[Work instructions]
Search the records for lines with the word "buttons" and copy each match.

[Extracted records]

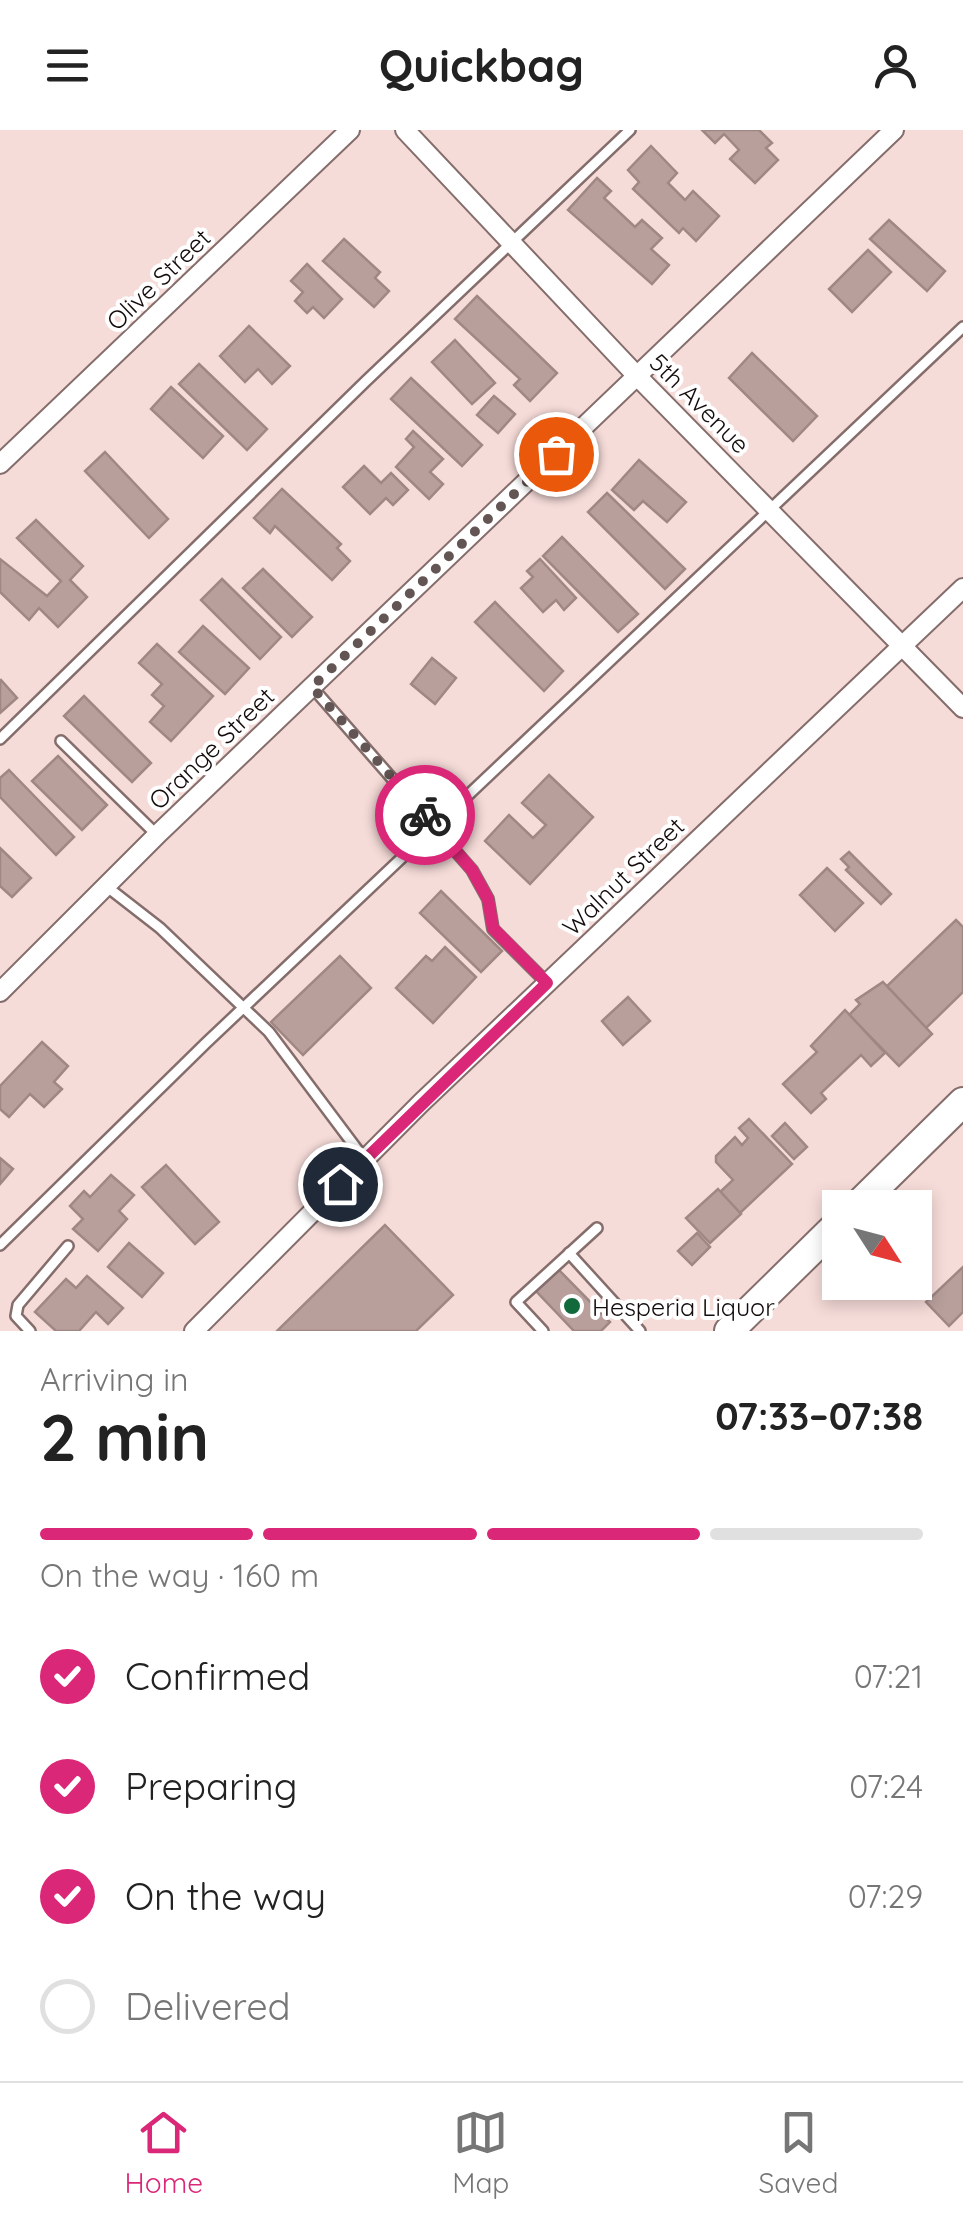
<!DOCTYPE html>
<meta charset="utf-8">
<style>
:root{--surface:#fff;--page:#f6f6f6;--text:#222;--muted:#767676;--line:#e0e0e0;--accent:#db2777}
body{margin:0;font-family:Quicksand,sans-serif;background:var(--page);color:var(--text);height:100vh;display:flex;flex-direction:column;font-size:38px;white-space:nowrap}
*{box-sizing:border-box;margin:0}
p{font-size:32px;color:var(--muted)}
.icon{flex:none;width:55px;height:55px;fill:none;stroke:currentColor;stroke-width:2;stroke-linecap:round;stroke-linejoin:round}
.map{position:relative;height:1201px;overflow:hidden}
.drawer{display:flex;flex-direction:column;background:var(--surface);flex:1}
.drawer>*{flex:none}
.needle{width:65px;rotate:126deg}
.buttons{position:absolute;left:822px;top:1060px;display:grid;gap:20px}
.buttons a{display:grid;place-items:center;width:110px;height:110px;border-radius:0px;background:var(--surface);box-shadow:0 5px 15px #0003;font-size:50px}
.pin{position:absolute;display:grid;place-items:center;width:85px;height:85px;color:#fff;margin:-42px;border:5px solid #fff;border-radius:50%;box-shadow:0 2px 10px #0007}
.courier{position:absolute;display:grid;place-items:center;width:100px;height:100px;margin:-50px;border:8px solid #db2777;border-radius:50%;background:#fff;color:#222;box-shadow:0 2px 12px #0007}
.summary em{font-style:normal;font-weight:700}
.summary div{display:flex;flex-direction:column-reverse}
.summary{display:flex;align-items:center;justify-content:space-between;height:170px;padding:0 40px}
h1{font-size:65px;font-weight:700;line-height:75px}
.bar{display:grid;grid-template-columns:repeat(4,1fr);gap:15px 10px;align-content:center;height:120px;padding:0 40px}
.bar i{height:12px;border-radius:8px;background:var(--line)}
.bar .active{background:var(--accent)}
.bar p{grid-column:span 4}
ol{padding:0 40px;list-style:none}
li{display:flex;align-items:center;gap:30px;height:110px}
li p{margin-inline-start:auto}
li .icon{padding:10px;border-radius:50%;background:var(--accent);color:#fff;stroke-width:4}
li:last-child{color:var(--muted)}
li i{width:55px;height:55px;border:5px solid var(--line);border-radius:50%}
header{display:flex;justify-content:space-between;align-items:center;height:130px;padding:0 40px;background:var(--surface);font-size:45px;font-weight:700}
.tab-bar{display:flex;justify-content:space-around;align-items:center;height:140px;border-top:2px solid var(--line);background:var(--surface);font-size:28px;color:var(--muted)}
.tab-bar a{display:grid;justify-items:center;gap:5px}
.tab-bar .active{color:var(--accent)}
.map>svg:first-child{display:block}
</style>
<header><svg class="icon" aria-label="menu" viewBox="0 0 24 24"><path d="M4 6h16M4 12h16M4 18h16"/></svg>Quickbag<svg class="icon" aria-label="person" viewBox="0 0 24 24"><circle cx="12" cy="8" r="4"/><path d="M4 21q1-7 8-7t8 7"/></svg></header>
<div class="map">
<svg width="963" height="1201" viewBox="0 0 963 1201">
<rect width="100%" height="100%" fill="#f6dcd9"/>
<g fill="#b89f9c" stroke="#9f8784" stroke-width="2.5">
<path d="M702,0H759L772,13L766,18L778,30L755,53L730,29L739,20L724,4L715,13Z"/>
<path d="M651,16L677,43L668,53L685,70L693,61L719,86L696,111L683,98L679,103L633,59L639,52L628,40Z"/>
<path d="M597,48L611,61L604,68L635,97L642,90L662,108L651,119L669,135L652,154L568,80Z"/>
<path d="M889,90L945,141L927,161L870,109Z"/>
<path d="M344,109L380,142L375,148L389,161L374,177L323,131Z"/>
<path d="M868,120L891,142L852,182L829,159Z"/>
<path d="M307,134L342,169L324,188L313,177L307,183L295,171L303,162L291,151Z"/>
<path d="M477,166L557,243L530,271L514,255L520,249L455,189Z"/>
<path d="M249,196L290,236L272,254L258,239L245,252L220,226Z"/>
<path d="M455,210L495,253L472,274L432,232Z"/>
<path d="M752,223L817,286L793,311L729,248Z"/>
<path d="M199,234L267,299L247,320L179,254Z"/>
<path d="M411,248L482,315L462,336L391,269Z"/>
<path d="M171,257L223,306L203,328L151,279Z"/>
<path d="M494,266L515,284L498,303L477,285Z"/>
<path d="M413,301L443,329L430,342L443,354L429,369L396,337L414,317L406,309Z"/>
<path d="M105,322L168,389L149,408L85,341Z"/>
<path d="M639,330L686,372L667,392L643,371L634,380L612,360Z"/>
<path d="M364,336L381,353L391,343L408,360L393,375L386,368L370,384L343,357Z"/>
<path d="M282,359L341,414L337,418L350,431L332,450L275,396L270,403L254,388Z"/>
<path d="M607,363L685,439L665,459L588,382Z"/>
<path d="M36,390L83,436L70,450L87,467L58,497L39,478L29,490L0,462V429L47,466L61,451L17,408Z"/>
<path d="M562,407L638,484L618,502L543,426Z"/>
<path d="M540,429L576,468L564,480L556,470L543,482L521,458L533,447L527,441Z"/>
<path d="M263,439L312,487L292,507L243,458Z"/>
<path d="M222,449L281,507L260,529L201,470Z"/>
<path d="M495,472L563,541L544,561L475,492Z"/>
<path d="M203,496L249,538L225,564L179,522Z"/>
<path d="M157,514L213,566L171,611L150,592L164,576L152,565L162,554L139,533Z"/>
<path d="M432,528L456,548L435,574L411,554Z"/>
<path d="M1,550L17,568L0,583V551Z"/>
<path d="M84,566L151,633L132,652L64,586Z"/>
<path d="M58,626L107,675L82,700L32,651Z"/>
<path d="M9,640L74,707L56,725L0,667V648Z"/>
<path d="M549,645L593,687L530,754L485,711L509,685L533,708L546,695L522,673Z"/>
<path d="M0,718L31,748L12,767L0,756Z"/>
<path d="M849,722L891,764L881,774L846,740L849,737L841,729Z"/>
<path d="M827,738L863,773L835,801L800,765Z"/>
<path d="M441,761L502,821L481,842L420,783Z"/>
<path d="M956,790L963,797V862L926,898L887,856Z"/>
<path d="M445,817L476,847L433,893L396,858L426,826L432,831Z"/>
<path d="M340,826L371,858L303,925L271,892Z"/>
<path d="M883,852L932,904L899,936L849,885L860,874L856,870Z"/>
<path d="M628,867L650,891L623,915L602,891Z"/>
<path d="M845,880L885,923L871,936L861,925L821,963L826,969L811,983L783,954L817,922L811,916Z"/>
<path d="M42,912L68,936L54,952L62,959L44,977L30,964L9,987L0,979V956Z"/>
<path d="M749,989L792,1034L740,1083L720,1062L733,1050L716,1032V1026L735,1007L742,1015L748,1008L739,998Z"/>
<path d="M785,993L807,1017L794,1029L772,1006Z"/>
<path d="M0,1028L13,1039L0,1054Z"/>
<path d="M166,1035L219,1092L195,1114L142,1057Z"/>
<path d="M111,1045L134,1065L119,1081L127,1089L98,1121L73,1099L83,1089L70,1076L84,1061L90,1067Z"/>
<path d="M718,1059L741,1084L710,1113L686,1088Z"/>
<path d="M385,1095L453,1165L416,1201H277Z"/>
<path d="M697,1103L710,1117L692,1135L678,1121Z"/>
<path d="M129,1113L163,1143L142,1167L108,1137Z"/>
<path d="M963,1137V1182L949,1196L926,1172Z"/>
<path d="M557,1138L610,1192L601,1201H574L535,1160Z"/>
<path d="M87,1146L123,1178L108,1194L96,1182L79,1201H56L35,1182L66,1149L76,1158Z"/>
</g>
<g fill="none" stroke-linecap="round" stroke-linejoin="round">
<defs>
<g id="service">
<path d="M312,557L472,740L488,769L493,799L546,852"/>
<path d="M0,609L366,251L630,0"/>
<path d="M61,611L157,705"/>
<path d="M106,756L160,798L269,902L365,1030"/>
<path d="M0,1115L206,913L963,197"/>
<path d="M569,1123L640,1201"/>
<path d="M30,1201L16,1186L18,1175L68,1116"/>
<path d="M543,1201L516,1172L597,1098"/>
</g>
<g id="minor">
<path d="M405,0L637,246L963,578"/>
<path d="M0,334L350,0"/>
<path d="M0,862L160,702L894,0"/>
<path d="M194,1201L421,973L963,458"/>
</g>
<g id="primary">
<path d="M855,1078L963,972"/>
<path d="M729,1201L840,1092"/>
</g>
</defs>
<use href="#service" stroke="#846d6b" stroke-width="14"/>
<use href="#minor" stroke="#846d6b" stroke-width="22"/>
<use href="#primary" stroke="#846d6b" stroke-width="32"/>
<use href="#service" stroke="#fff" stroke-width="9"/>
<use href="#minor" stroke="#fff" stroke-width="18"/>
<use href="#primary" stroke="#fff" stroke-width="28"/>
</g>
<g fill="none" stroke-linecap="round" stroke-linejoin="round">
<path stroke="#635553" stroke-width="10" stroke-dasharray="0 18" d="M425,685L312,557L556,324"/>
<path stroke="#db2777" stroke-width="12" d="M340,1054L547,853L493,798L488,769L472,740L425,685"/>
</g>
<circle fill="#12693b" stroke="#fff" stroke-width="4" cx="572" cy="1176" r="10"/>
<g text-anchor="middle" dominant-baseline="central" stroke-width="8" stroke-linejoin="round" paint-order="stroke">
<g font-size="25" fill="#140c0b" stroke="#fff">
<text transform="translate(158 149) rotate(-44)">Olive Street</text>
<text transform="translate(700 273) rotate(45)">5th Avenue</text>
<text transform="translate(211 618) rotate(-44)">Orange Street</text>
<text transform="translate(623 746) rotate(-44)">Walnut Street</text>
</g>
<g font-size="25" fill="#140c0b" stroke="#fff" text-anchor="start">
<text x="592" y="1176">Hesperia Liquor</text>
</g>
</g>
</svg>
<div class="buttons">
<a><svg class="needle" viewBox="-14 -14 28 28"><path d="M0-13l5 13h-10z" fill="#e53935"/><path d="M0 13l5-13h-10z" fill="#767676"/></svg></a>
</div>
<div class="pin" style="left:556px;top:324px;background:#ea580c"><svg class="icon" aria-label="bag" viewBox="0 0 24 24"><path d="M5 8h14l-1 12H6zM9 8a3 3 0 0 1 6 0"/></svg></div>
<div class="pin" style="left:340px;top:1054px;background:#1f2937"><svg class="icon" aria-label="home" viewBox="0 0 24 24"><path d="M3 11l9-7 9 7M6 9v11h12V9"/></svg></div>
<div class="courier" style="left:425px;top:685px"><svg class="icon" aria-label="bike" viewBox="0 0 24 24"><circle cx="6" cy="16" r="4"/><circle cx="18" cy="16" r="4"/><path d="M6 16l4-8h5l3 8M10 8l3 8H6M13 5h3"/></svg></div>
</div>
<section class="drawer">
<div class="summary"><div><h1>2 min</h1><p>Arriving in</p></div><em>07:33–07:38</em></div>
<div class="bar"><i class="active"></i><i class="active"></i><i class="active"></i><i></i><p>On the way · 160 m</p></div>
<ol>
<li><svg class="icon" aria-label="check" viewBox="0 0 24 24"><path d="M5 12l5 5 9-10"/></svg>Confirmed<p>07:21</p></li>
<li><svg class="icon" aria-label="check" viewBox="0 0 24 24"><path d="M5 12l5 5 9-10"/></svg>Preparing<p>07:24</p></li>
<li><svg class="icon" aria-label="check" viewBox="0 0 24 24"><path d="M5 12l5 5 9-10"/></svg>On the way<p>07:29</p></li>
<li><i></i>Delivered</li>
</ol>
</section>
<nav class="tab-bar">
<a class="active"><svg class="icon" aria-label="home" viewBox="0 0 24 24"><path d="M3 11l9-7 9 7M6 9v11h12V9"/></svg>Home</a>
<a><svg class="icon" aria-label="map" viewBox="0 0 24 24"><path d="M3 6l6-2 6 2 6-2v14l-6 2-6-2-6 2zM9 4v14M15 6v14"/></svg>Map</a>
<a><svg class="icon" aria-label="saved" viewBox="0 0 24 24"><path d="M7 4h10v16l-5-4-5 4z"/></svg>Saved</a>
</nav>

[Answer to this task]
.buttons{position:absolute;left:822px;top:1060px;display:grid;gap:20px}
.buttons a{display:grid;place-items:center;width:110px;height:110px;border-radius:0px;background:var(--surface);box-shadow:0 5px 15px #0003;font-size:50px}
<div class="buttons">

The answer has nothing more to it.